In Phillips v. International Salt Co., 274 U.S. 718, 47 S. Ct. 589, 71 L. Ed. 1323, reversing 9 F.(2d) 389 (C.C.A.3), it was decreed sufficient to be engaged in business that the corporation maintained its *761 corporate form to conduct activities which were substantially those of a holding company, controlling the stock of subsidiaries, and occasionally indorsing notes for their benefit. See, also, Harmar Coal Co. v. Heiner, 34 F.(2d) 725 (C.C.A.3), certiorari denied 280 U.S. 610, 50 S. Ct. 159, 74 L. Ed. 653. In Argonaut Consolidated Mining Co. v. Anderson, 52 F.(2d) 55 (C.C.A. 2), certiorari denied 284 U.S. 682, 52 S. Ct. 200, 76 L. Ed. 576, the majority of the taxpayer's shares were owned by another company. It was loaning and investing money for speculative purposes; also advanced money to the parent company for the payment of taxes. On one occasion it advanced funds to pay part of the purchase price of property bought by a mining company, the majority of whose stock it held. We held that these dealings constituted the doing of business and that the taxpayer was not a mere "dry holder" of property or conduit between its parent and the company whose majority stock it held.
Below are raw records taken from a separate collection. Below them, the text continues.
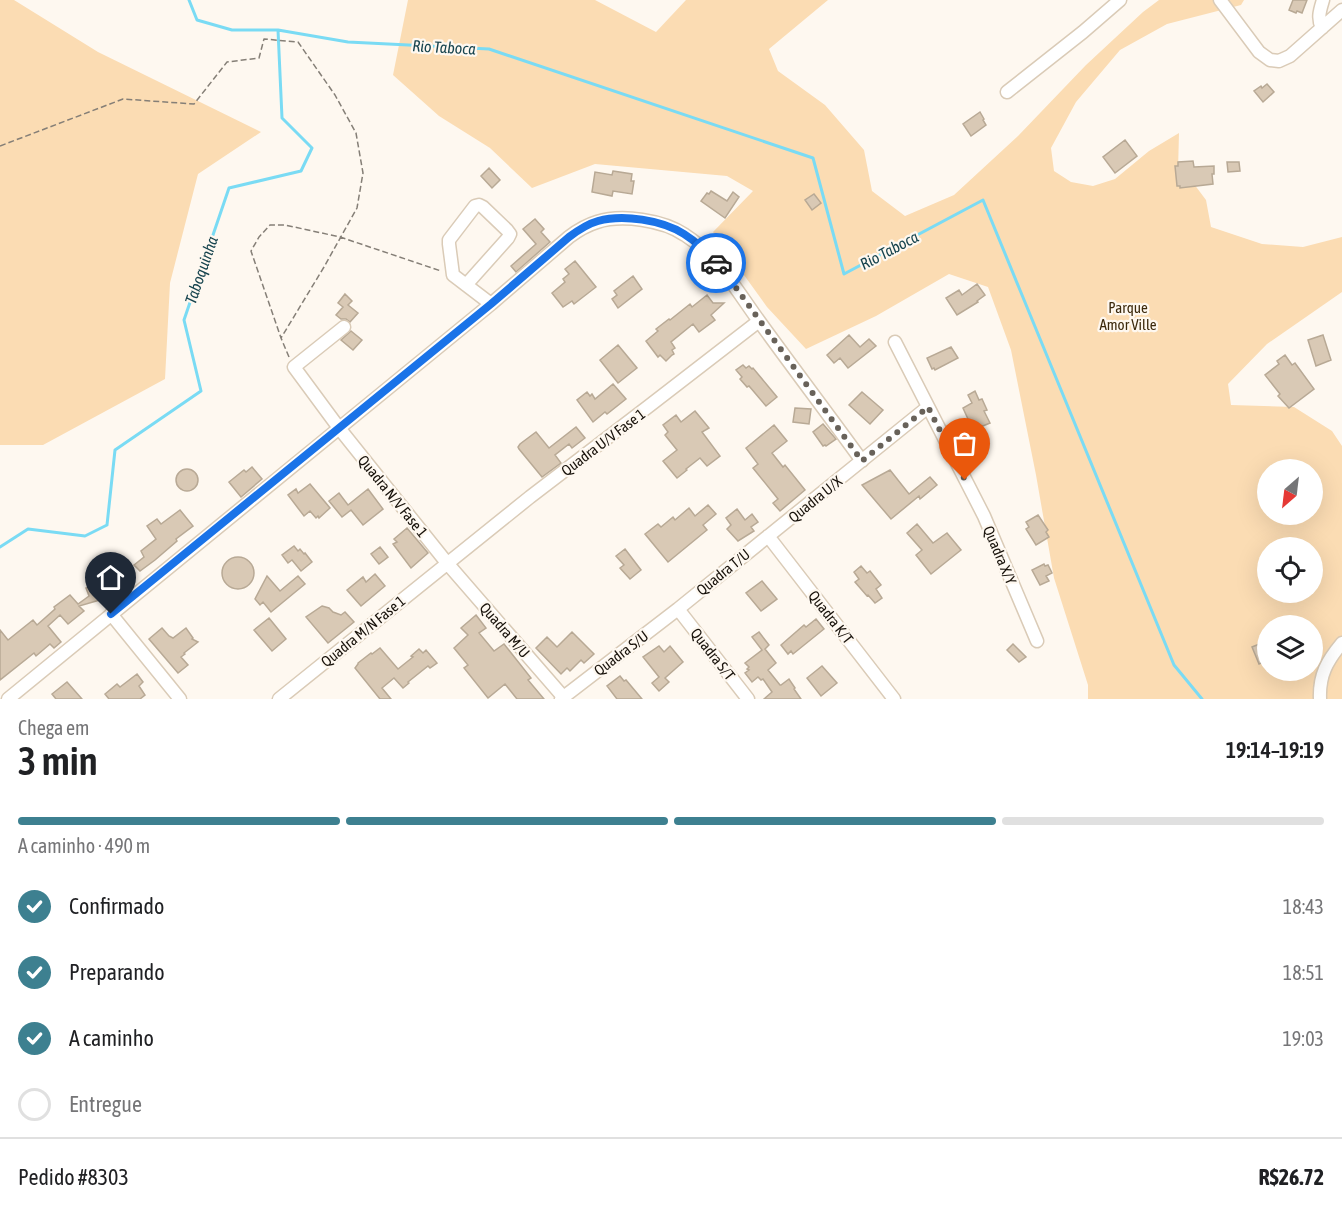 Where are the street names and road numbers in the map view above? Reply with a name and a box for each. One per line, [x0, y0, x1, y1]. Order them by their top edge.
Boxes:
street label: Quadra U/V Fase 1 [558, 405, 648, 479]
street label: Quadra N/V Fase 1 [355, 452, 431, 540]
street label: Quadra U/X [785, 472, 845, 526]
street label: Quadra X/Y [980, 523, 1020, 587]
street label: Quadra T/U [693, 545, 753, 599]
street label: Quadra K/T [805, 587, 857, 647]
street label: Quadra M/N Fase 1 [318, 592, 408, 670]
street label: Quadra M/U [477, 599, 533, 661]
street label: Quadra S/T [687, 625, 739, 684]
street label: Quadra S/U [591, 627, 651, 679] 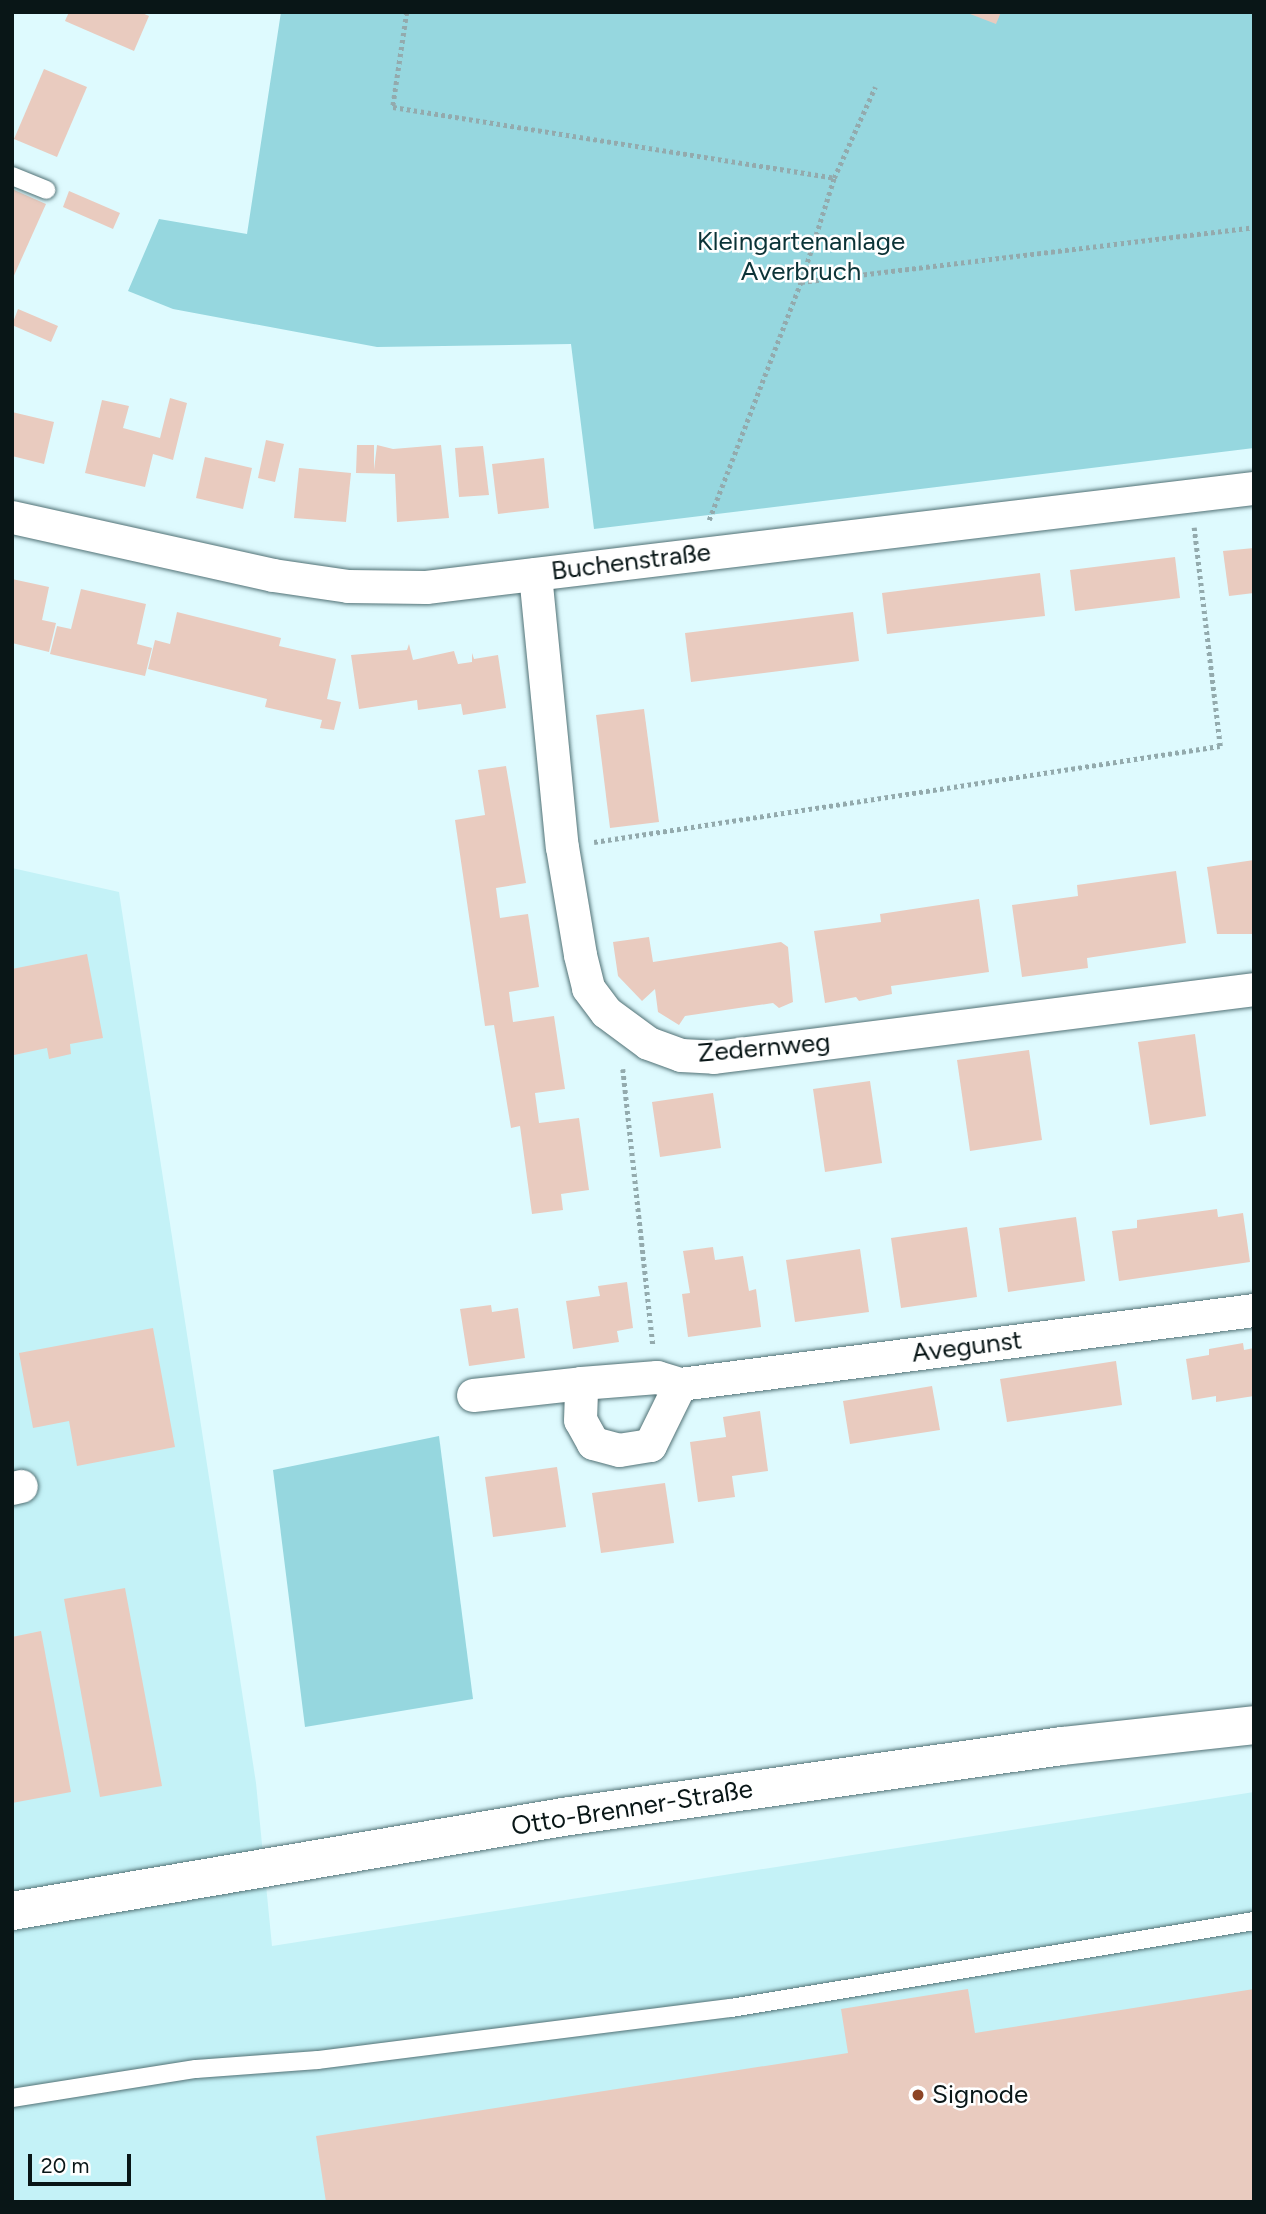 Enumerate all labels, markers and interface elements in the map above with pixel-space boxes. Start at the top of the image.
park label: Kleingartenanlage Averbruch [697,226,905,288]
street label: Buchenstraße [549,537,713,587]
street label: Zedernweg [696,1027,832,1069]
street label: Avegunst [910,1325,1024,1369]
street label: Otto-Brenner-Straße [509,1773,755,1843]
place label: Signode [932,2079,1028,2111]
marker: Signode [910,2087,926,2103]
scale bar [32,2140,135,2184]
text: 20 m [41,2153,89,2178] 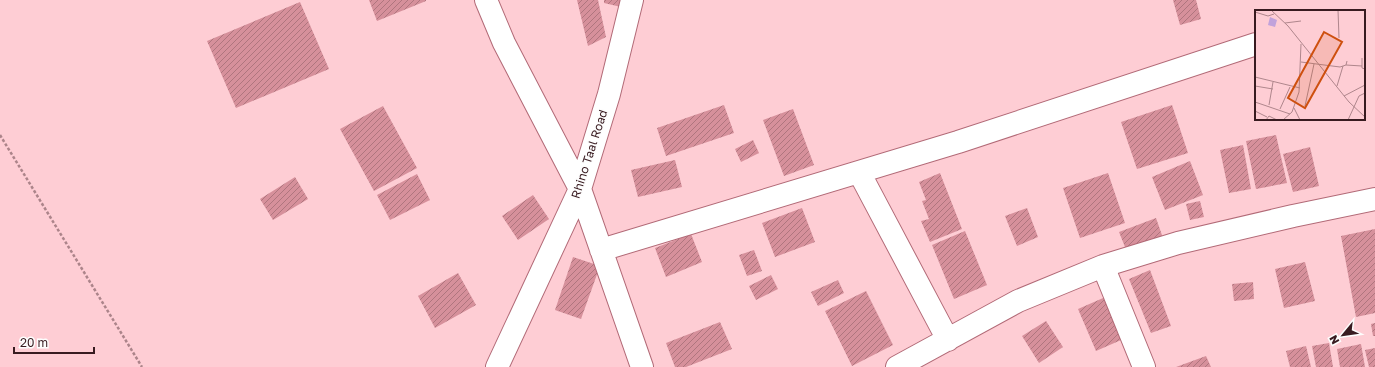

In Rose v. Nunnally Inv. Co., 22 F. (2d) 102 (C.C.A.5), certiorari denied 276 U.S. 628, 48 S. Ct. 321, 72 L. Ed. 739, and Eaton v. Phoenix Securities Co., 22 F.(2d) 497 (C.C.A.2), there was that degree of inertness which exempted the corporations from imposition of the capital stock tax. In the Eaton Case, substantially all that was done by the company during the disputed period was to increase its holdings in subsidiaries by the purchase or increase of capital stock. It received dividends upon the shares it owned and declared dividends out of the proceeds. We held on the stipulated facts that the corporation was not doing business.

McCoach v. Minehill Ry. Co., 228 U.S. 295, 33 S. Ct. 419, 57 L. Ed. 842, is to be distinguished from the instant case by the fact that the corporation had retired from the business for which it was organized and was engaged merely in the ownership of property as lessor, in the distribution of the avails from leases, and in the receipt of interest and dividends from invested funds.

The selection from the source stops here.